Nesta semana, a administração Trump tomou uma decisão radical em relação a sua mais famosa agência de ajuda internacional, a USAID. Antes de determinar o seu fechamento, promoveu um autêntico linchamento da organização, que chegou a ser chamada de “organização criminosa”, por Elon Musk.
Os elementos mostrados até agora mostram que Donald Trump, Musk e seus aliados estão cobertos de razão em intervir na USAID. A agência se transformou em um aparato ideológico, cuja função não era a de atender os interesses dos Estados Unidos, mas da galera (isso mesmo, galera) que tomou conta dos postos de comando.
Sob o partido Democrata, a USAID funcionou como um braço partidário torrando seu orçamento em ações alinhadas com as várias agendas do partido.
No exterior, a USAID virou fachada para o financiamento de aliados que não estavam exatamente alinhados aos interesses dos Estados Unidos, mas, sim, dos planos de poder de grupos instalados na instituição.
Mas matar a USAID é a melhor solução? A resposta, penso, passa pelo mesmo problema do dilema das armas. São elas que matam ou quem mata são as pessoas que a usam? A resposta é óbvia para o exemplo e deveria ser óbvia para o caso da USAID também.
Ao implodir a USAID, o presidente Trump está flertando com algo que pode lhe custar muito na disputa pela recuperação da influência dos Estados Unidos no mundo
O fato de a agência de auxílio humanitário ter sido usada como se fosse um penduricalho partidário e para o patrocínio das pautas woke ao redor do mundo, não tira dela o seu poder original: o soft power.
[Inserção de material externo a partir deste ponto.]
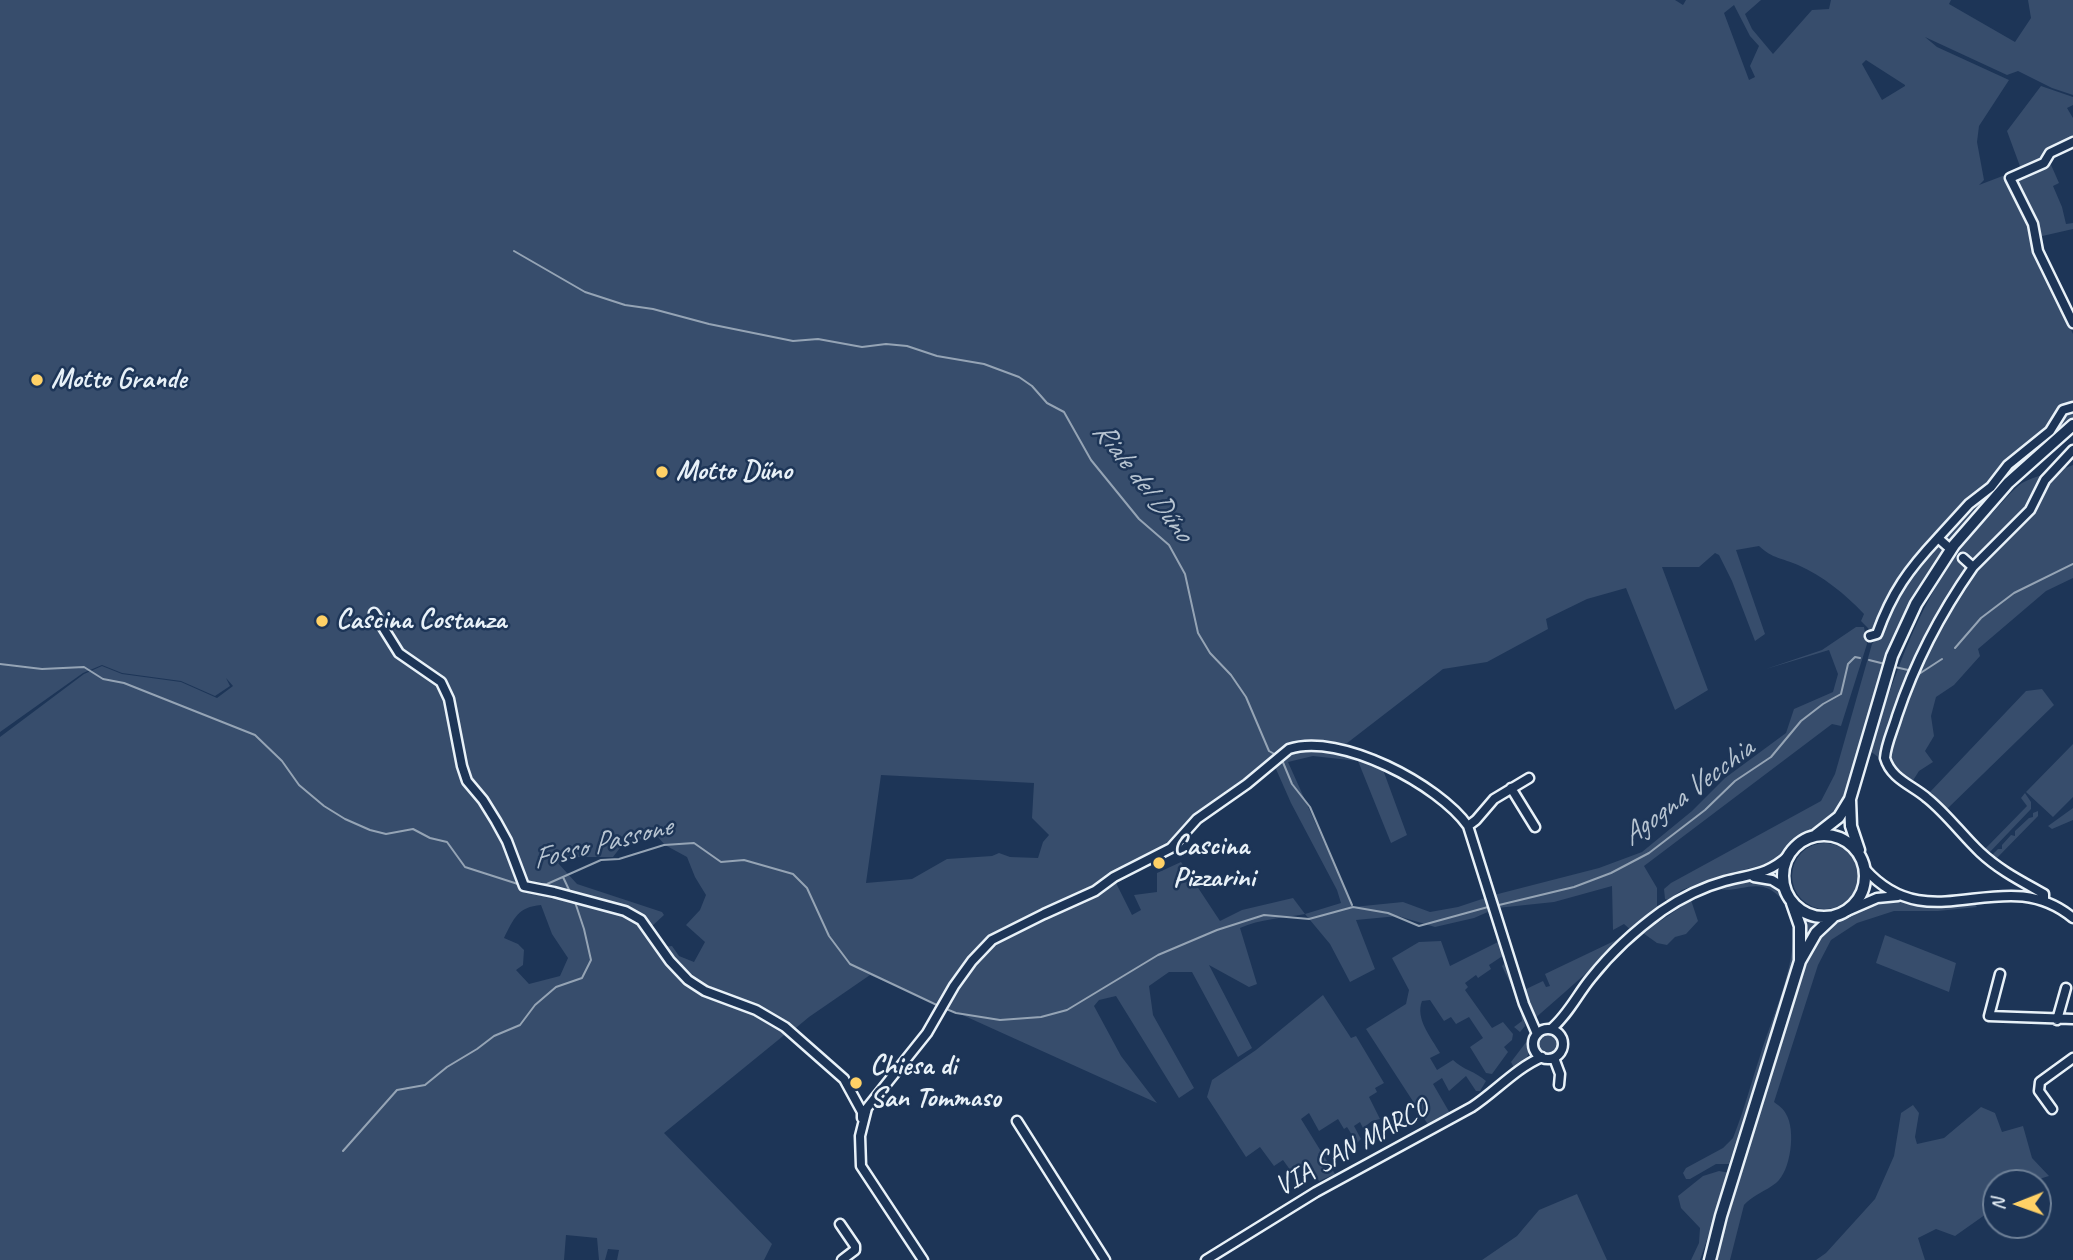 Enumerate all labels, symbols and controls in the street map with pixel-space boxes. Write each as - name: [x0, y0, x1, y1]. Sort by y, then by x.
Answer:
- place label: Motto Grande: [51, 363, 187, 397]
- marker: Motto Grande: [29, 372, 45, 388]
- water label: Riale del Dűno: [1084, 415, 1200, 549]
- place label: Motto Dűno: [676, 455, 792, 489]
- marker: Motto Dűno: [654, 464, 670, 480]
- place label: Cascina Costanza: [336, 604, 506, 638]
- marker: Cascina Costanza: [314, 613, 330, 629]
- water label: Agogna Vecchia: [1615, 732, 1761, 854]
- water label: Fosso Passone: [529, 809, 675, 879]
- place label: Cascina Pizzarini: [1173, 830, 1255, 896]
- marker: Cascina Pizzarini: [1151, 855, 1167, 871]
- place label: Chiesa di San Tommaso: [870, 1050, 1001, 1116]
- marker: Chiesa di San Tommaso: [848, 1075, 864, 1091]
- street label: VIA SAN MARCO: [1269, 1092, 1435, 1204]
- north arrow: [1982, 1169, 2052, 1239]
- text: N: [1986, 1198, 2010, 1210]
Trump tem obtido muito sucesso com seu estilo incisivo, já testado com a Colômbia, México, Panamá e no Oriente Médio. Mas falar grosso nem sempre é o melhor caminho. Até ser desvirtuada como instrumento de soft power, a USAID era um modelo de ação tão eficiente que possibilitou aos americanos exercerem influência em vários contextos, sejam eles políticos, ambientais e educacionais.
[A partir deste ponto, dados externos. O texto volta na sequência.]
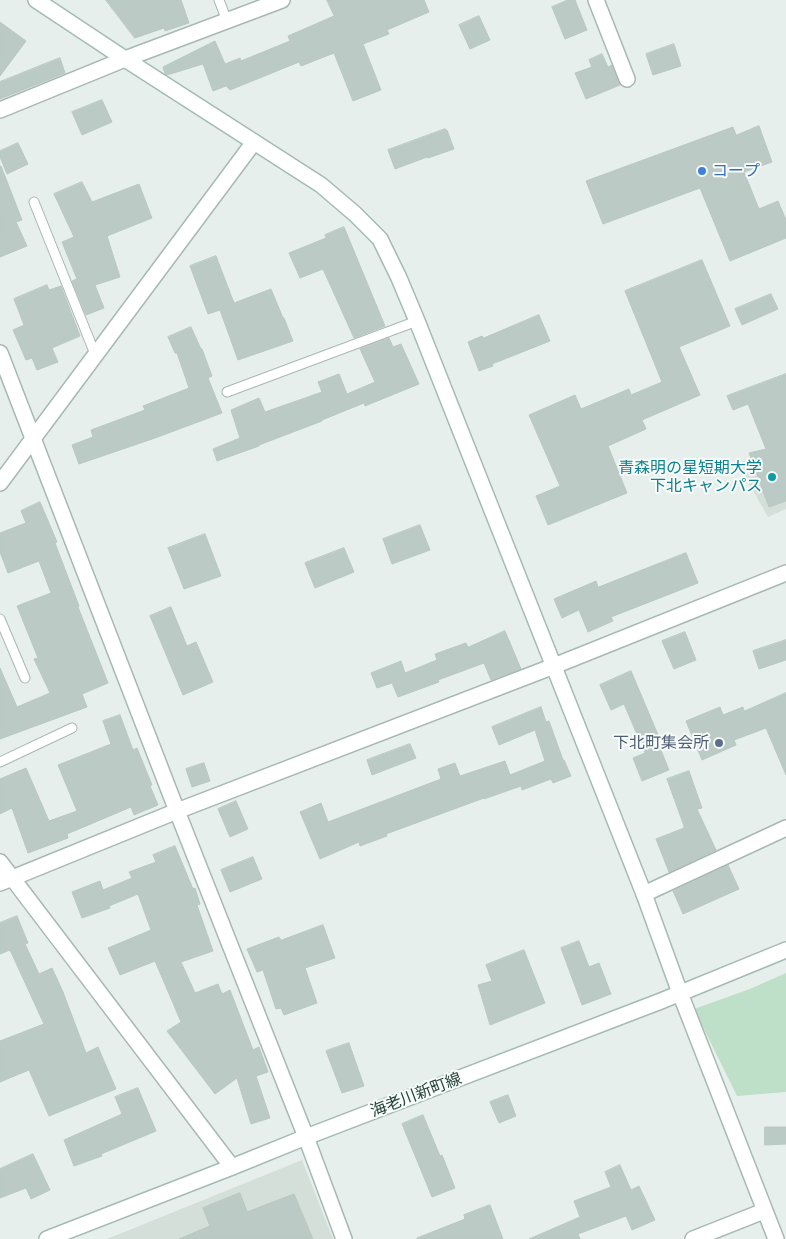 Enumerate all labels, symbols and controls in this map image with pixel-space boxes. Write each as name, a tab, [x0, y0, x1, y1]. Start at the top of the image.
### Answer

O modelo da USAID foi tão bem-sucedido que os principais rivais dos Estados Unidos na atualidade também criaram a sua “usaid”. Em 2018, os chineses estabeleceram a Agência de Cooperação para o Desenvolvimento Internacional da China (CIDCA). Além disso, a China usa os institutos culturais para doutrinar e recrutar lideranças nas universidades e no mundo político.
A diferença, entretanto, é que, com um orçamento infinitamente menor, a China passou a exercer um nível de influência muito mais discreto e eficiente que o americano. A diferença se baseia em três pilares. O fundamental deles é que, diferentemente do bando de aloprados que transformou a USAID em um manicômio woke, os chineses não perderam o foco nos interesses nacionais. Não gastam um centavo se não for para colaborar com os projetos que eles têm de conquista.
O segundo é o esforço de vender a China como um país suave e desinteressado que ajuda por ajudar. Uma propaganda que será reforçada como contraste aos Estados Unidos cada vez mais assertivos nas suas negociações.
O terceiro pilar é, inegavelmente, o mais injusto. Embora a USAID tenha derramado uma fortuna em projetos amalucados ao redor do mundo, muitas vezes com o interesse de comprar influência ou fazer política partidária, a agência americana não estava imune ao escrutínio das instituições. Prova disso é que os dados são públicos e nos permitem contestar, criticar e aprender como a agência foi instrumentalizada.
A China joga nas trevas. Não há a menor possibilidade de auditoria sobre o que fazer. Sendo assim, eles têm uma vantagem competitiva brutal: a captura de elites por meio de ações obscuras que incluem até a corrupção. Quem vai denunciar, averiguar ou punir? A imprensa chinesa? A Justiça chinesa? Eles podem tudo.
Há tempos, a liderança dos Estados Unidos no mundo foi contestada e está em disputa. Os Estados Unidos não têm mais as vantagens que tinham na Guerra Fria, como a economia, o livre mercado e a democracia/liberdade. A China implodiu os dois primeiros e, com a ajuda de seus aliados, minou a fé na democracia.
O estardalhaço que a máquina de desinformação russa está fazendo para enterrar a USAID deveria servir de parâmetro para todos ponderarem as ações que serão tomadas.
Trump está certo em intervir, mas pode estar errando a dose do remédio.